Bruh by Erin Luna July 23, 2020
You know what had a resurgence in popularity recently? The United States Postal Service. With COVID-19 managing to shut down life across the country, there was still one normal thing that people could do. And that’s buy things online.
Unless, ya know, maybe you’re old fashioned and send letters instead. Either way, with limited ways to communicate and shop, USPS became a life-saver during some people’s quarantine.
To be fair, you can argue that the US post office, could never close down. And to that, I say… not exactly.
So, USPS has not exactly been doing well. Let me clarify that: in the first quarter of the year, USPS cited a 748-million-dollar loss. 2019? An 8.8-billion-dollar loss. There’s an array of factors that play a role here.
For example: the COVID-19 Pandemic. Many of Postal Service workers have been getting sick with the pandemic. It’s up to USPS to supply its’ workers with masks, gloves, and all necessary safety equipment. And it’s costing them.
This isn’t to say the Postal Service doesn’t want to fund safety equipment and PPE for its’ employees. Albeit, all of these costs have to come out of existing funds, that frankly, the Postal Service does not have.

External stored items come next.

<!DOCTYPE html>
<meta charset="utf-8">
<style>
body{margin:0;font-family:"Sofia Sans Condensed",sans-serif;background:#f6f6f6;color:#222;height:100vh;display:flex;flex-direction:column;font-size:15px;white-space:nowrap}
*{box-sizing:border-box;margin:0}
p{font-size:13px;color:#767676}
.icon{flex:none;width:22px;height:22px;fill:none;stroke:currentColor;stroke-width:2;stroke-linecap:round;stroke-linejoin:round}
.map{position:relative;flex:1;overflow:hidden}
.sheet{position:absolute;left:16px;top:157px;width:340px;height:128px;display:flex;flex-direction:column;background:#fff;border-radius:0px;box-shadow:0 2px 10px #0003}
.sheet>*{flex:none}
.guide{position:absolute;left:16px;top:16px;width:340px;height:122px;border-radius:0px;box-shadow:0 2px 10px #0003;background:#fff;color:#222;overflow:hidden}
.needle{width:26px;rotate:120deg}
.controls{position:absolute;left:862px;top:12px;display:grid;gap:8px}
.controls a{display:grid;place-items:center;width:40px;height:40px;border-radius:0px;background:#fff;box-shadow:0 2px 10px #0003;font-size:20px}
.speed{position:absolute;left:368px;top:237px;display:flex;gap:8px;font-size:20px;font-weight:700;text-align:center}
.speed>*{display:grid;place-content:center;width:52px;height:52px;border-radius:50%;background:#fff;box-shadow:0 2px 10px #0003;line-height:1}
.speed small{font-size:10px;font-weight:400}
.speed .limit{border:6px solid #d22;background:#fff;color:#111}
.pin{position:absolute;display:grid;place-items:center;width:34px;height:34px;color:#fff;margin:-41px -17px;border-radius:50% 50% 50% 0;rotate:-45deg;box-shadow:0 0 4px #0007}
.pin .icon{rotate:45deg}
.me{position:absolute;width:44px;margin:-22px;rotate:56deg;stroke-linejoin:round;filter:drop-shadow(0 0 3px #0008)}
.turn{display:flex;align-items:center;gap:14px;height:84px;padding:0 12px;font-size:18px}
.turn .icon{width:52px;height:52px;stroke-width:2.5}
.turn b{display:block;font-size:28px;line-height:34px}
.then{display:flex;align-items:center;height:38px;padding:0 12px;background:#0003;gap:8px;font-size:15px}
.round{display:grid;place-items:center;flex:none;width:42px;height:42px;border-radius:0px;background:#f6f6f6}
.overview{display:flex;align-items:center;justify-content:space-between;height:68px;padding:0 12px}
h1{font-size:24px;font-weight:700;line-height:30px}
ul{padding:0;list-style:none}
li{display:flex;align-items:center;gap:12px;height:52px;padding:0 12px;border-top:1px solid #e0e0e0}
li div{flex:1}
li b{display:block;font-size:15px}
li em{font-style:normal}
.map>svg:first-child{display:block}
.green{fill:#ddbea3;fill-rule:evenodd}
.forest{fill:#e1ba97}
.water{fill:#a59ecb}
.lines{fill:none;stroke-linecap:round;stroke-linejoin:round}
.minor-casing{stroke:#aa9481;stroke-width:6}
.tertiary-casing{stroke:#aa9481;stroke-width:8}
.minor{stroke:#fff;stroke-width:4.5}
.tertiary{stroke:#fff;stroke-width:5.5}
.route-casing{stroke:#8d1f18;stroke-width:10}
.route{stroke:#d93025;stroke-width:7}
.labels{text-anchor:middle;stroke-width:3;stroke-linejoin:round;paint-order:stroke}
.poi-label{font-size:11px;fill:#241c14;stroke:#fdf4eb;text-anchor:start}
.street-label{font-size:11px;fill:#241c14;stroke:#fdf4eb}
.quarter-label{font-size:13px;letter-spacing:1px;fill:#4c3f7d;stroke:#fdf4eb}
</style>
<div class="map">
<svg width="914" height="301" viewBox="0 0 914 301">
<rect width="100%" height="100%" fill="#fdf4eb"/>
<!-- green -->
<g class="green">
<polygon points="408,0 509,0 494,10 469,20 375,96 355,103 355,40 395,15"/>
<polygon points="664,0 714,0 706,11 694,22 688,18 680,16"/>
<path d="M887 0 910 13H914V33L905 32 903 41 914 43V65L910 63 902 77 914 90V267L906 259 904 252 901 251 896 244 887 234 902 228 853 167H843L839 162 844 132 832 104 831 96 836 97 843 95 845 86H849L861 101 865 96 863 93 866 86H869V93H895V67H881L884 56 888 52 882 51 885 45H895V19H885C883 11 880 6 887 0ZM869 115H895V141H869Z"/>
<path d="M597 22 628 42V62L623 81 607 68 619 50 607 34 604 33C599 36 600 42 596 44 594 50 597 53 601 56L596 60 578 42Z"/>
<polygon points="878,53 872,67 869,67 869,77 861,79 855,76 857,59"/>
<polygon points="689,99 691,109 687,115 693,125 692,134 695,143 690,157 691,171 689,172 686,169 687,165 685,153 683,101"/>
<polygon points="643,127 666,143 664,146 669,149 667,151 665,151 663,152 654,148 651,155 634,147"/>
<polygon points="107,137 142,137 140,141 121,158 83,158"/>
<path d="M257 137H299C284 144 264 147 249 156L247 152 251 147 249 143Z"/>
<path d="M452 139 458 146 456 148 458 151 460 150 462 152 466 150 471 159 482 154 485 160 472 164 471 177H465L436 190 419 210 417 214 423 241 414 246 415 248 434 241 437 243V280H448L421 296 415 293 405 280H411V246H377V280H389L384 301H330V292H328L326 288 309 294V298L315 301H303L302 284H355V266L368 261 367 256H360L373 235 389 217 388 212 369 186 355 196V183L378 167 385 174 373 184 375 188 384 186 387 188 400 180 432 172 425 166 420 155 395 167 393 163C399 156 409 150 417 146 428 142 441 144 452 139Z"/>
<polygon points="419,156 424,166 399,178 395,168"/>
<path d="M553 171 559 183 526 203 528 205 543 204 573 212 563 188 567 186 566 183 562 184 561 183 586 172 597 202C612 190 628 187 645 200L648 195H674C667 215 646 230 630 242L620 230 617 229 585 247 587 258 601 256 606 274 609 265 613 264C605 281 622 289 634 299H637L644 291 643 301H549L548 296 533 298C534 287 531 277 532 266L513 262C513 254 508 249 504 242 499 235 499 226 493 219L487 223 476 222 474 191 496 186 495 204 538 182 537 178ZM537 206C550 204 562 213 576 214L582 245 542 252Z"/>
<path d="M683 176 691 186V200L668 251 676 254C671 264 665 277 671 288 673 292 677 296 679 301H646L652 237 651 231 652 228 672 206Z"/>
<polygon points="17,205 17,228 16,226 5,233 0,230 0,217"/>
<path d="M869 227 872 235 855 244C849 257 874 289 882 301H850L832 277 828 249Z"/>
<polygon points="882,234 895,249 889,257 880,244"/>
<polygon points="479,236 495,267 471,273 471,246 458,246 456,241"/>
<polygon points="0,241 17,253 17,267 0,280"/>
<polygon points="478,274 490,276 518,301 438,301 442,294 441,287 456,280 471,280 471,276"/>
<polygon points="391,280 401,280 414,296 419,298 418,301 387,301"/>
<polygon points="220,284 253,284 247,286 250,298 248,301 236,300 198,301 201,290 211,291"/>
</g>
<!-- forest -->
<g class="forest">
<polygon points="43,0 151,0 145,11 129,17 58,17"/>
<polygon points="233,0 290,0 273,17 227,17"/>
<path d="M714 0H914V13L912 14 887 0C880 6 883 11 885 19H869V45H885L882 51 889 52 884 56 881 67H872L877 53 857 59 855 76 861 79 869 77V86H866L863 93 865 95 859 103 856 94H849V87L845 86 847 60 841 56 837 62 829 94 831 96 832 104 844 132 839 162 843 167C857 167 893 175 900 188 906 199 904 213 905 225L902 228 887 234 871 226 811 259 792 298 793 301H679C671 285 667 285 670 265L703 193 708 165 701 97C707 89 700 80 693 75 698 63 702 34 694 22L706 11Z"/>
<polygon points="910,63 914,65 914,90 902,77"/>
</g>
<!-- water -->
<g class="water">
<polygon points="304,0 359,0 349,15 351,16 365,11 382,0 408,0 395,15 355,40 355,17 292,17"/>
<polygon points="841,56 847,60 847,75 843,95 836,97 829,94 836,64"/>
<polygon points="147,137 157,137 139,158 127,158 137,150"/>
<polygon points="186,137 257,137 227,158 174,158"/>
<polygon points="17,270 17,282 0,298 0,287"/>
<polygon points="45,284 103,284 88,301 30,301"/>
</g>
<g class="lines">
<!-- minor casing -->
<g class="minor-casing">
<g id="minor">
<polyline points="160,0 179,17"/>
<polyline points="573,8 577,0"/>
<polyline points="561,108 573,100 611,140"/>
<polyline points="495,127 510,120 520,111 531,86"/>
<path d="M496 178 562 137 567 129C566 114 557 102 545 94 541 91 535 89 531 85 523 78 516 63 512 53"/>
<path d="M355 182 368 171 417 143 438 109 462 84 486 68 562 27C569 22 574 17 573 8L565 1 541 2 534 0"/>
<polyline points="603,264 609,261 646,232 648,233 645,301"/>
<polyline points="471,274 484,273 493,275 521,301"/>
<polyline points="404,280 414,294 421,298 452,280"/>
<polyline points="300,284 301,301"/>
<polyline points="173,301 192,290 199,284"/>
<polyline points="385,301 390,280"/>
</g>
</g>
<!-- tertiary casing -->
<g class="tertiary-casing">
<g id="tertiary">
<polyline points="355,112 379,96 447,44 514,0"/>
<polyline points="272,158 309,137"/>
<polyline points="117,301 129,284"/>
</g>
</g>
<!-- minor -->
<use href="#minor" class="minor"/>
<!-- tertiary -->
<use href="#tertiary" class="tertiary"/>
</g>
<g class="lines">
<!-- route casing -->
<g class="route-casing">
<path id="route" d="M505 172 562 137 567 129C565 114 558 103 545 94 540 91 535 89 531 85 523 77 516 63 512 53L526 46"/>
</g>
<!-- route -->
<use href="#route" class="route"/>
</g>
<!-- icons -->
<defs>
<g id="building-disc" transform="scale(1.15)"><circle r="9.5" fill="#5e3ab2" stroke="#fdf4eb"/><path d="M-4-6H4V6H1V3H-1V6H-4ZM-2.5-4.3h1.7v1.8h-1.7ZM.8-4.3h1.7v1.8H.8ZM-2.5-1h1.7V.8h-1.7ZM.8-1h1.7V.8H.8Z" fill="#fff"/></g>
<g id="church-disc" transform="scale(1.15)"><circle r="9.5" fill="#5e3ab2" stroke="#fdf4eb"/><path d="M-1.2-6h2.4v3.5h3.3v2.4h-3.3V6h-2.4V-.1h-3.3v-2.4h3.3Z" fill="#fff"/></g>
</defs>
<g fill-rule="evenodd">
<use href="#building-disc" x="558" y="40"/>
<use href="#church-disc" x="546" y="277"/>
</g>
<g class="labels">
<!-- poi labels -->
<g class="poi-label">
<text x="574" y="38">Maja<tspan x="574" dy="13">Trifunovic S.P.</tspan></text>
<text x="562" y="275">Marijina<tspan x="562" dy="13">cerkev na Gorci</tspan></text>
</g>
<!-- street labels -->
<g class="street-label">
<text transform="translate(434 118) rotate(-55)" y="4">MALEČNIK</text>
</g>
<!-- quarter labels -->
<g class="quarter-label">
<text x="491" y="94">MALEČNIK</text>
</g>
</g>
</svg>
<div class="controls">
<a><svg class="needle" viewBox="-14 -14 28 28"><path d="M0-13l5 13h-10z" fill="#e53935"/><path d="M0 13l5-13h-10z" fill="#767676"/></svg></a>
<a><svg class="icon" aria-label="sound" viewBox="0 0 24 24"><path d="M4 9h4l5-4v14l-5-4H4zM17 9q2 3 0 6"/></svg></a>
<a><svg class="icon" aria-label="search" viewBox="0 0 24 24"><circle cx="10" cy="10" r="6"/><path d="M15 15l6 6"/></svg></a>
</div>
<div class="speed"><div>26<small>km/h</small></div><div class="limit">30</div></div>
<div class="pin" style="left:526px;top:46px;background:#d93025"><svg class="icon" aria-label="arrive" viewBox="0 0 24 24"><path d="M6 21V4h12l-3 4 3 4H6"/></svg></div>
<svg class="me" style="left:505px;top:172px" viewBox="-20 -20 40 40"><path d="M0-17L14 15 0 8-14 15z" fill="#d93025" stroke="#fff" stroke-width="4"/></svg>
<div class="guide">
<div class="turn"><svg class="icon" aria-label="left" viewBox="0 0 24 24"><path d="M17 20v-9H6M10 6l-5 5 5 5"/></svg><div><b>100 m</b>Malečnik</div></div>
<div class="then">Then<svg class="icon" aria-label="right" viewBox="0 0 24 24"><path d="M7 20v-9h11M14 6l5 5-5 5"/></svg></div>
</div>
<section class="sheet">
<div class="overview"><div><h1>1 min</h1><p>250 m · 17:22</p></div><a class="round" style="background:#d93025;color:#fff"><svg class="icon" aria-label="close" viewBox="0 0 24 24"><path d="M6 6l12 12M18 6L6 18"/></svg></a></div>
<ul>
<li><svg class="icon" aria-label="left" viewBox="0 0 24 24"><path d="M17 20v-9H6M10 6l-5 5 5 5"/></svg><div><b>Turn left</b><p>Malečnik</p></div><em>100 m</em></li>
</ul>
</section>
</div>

Also, the post office hasn’t been just sitting around twiddling their thumbs. In the past, cuts have been made in staffing and other areas in order to make ends meet.
Still, the post office has not been doing well financially for years now. I mean, not a lot of people send letters anymore, and even bills can be paid online. Truly, the difference is that this year’s pandemic has exacerbated the issue.
However, with the current situation, it’s been overwhelming. According to the Postal Regulatory Commission website, much of the fixing to do is left up to Congress.
This might be why things got spicey when the Trump administration refused to pass a stimulus package back in April that included a 25-billion-dollar package to save the Post Office.
This was immediately cut within the Senate. Instead, Congress responded with a compromise of “a $10 billion line of credit.” This is not going to be enough to sustain the Postal Service, according to a letter written by six House Democrats and Rep. Carolyn Maloney.
The letter also states, “As the coronavirus continues to worsen, the Postal Service projects a possible 50% decline in mail volume between now and the end of the current fiscal year.”
In an upcoming election that will primarily depend on mail-in ballots, the Postal Service is vital. According to the National Pew Research Center, “more than 46 million voters cast ballots in some manner other than at a traditional polling place on Election Day in 2012.”
During a pandemic such as this one in 2020, it would be surprising for those numbers not to increase.
Prior to this, many small businesses and online retailers on websites such as Etsy, Depop, Ebay, Shopify, and so many more utilized USPS. The Postal Service is still one of the most accessible means to transport goods in the United States.
if usps goes down we’ll have no mail. zero. no letters ever again. no more birthday cards. every single small business will die. the economy would crash. hundreds of thousands would lose jobs, many whom are veterans that the right pretends to care about. the mere IDEA is insanity
— elle (@artangeIII) July 18, 2020
This is especially true in rural areas of the United States, that are quite away from cities and harder to access. It’s also one of the most affordable options to send mail.
Losing the Postal Service hurts everyone; it is ever crucial, especially during a time like this. Luckily, there is action to take.
Petitions are still floating around, and there is always the option to contact your Senator. While these may seem small, they snowball quickly.
Accessible mailing is something that has always been available, and it shouldn’t come at the cost of Postal Service workers’ health. United, we stand…right?